═══ Record set ═══
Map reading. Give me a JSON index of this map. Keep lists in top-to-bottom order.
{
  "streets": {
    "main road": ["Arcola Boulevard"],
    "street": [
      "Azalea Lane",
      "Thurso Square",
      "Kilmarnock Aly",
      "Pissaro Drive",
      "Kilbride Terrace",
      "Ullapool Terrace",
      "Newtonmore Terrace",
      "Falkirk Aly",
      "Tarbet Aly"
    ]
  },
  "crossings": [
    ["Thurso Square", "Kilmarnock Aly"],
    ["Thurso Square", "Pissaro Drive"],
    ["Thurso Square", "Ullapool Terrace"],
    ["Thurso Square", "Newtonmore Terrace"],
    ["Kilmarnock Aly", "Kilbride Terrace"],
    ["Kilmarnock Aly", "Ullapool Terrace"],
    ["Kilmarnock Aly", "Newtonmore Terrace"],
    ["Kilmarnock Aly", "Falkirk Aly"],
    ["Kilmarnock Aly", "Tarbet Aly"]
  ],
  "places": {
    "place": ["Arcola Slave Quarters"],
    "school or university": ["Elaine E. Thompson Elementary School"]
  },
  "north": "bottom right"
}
═══
Note which lines carry the word "Terrace" in the material, then copy each of them.

Answer to the exercise:
      "Kilbride Terrace",
      "Ullapool Terrace",
      "Newtonmore Terrace",
    ["Thurso Square", "Ullapool Terrace"],
    ["Thurso Square", "Newtonmore Terrace"],
    ["Kilmarnock Aly", "Kilbride Terrace"],
    ["Kilmarnock Aly", "Ullapool Terrace"],
    ["Kilmarnock Aly", "Newtonmore Terrace"],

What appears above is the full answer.